┏━━

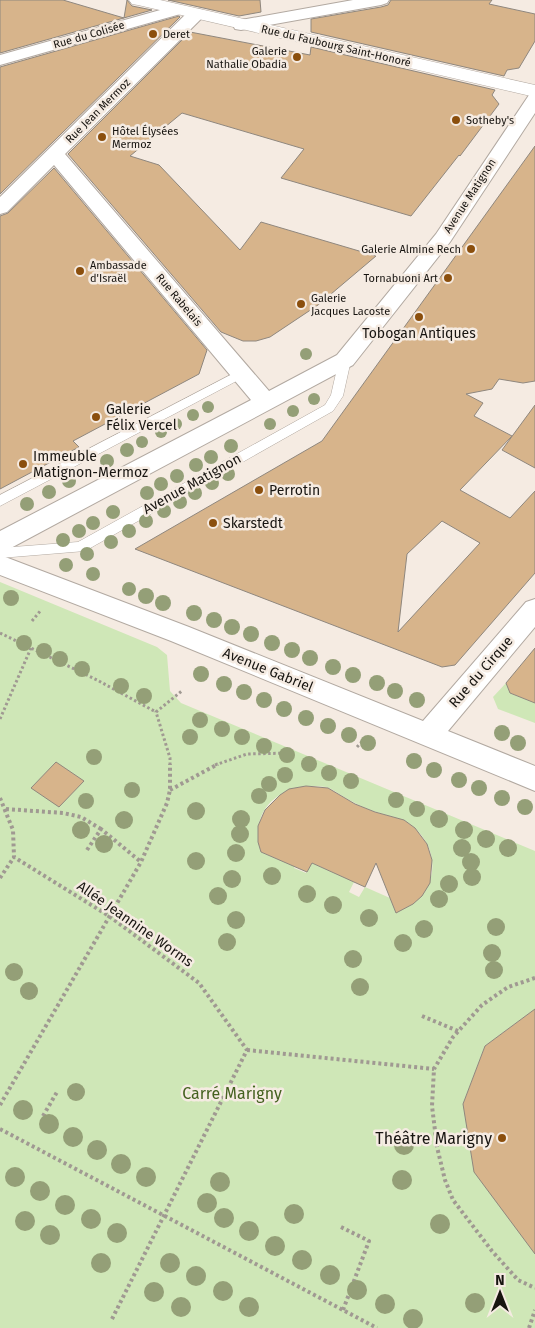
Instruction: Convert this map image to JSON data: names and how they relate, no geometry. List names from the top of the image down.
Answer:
{
  "streets": {
    "street": [
      "Rue du Colisée",
      "Rue du Faubourg Saint-Honoré",
      "Rue Jean Mermoz",
      "Avenue Matignon",
      "Rue Rabelais",
      "Avenue Gabriel",
      "Rue du Cirque"
    ],
    "path": ["Allée Jeannine Worms"]
  },
  "crossings": [
    ["Rue du Colisée", "Rue du Faubourg Saint-Honoré"],
    ["Rue du Faubourg Saint-Honoré", "Rue Jean Mermoz"],
    ["Rue Jean Mermoz", "Rue Rabelais"],
    ["Avenue Matignon", "Rue Rabelais"],
    ["Avenue Gabriel", "Rue du Cirque"]
  ],
  "parks": ["Carré Marigny"],
  "places": [
    "Deret",
    "Galerie Nathalie Obadia",
    "Sotheby's",
    "Hôtel Élysées Mermoz",
    "Galerie Almine Rech",
    "Ambassade d'Israël",
    "Tornabuoni Art",
    "Galerie Jacques Lacoste",
    "Tobogan Antiques",
    "Galerie Félix Vercel",
    "Immeuble Matignon-Mermoz",
    "Perrotin",
    "Skarstedt",
    "Théâtre Marigny"
  ],
  "north": "top"
}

┗━━

--- Problem details ---
Which lines in the listing above hold the word "Faubourg"? Show each of them.

--- Response area ---
      "Rue du Faubourg Saint-Honoré",
    ["Rue du Colisée", "Rue du Faubourg Saint-Honoré"],
    ["Rue du Faubourg Saint-Honoré", "Rue Jean Mermoz"],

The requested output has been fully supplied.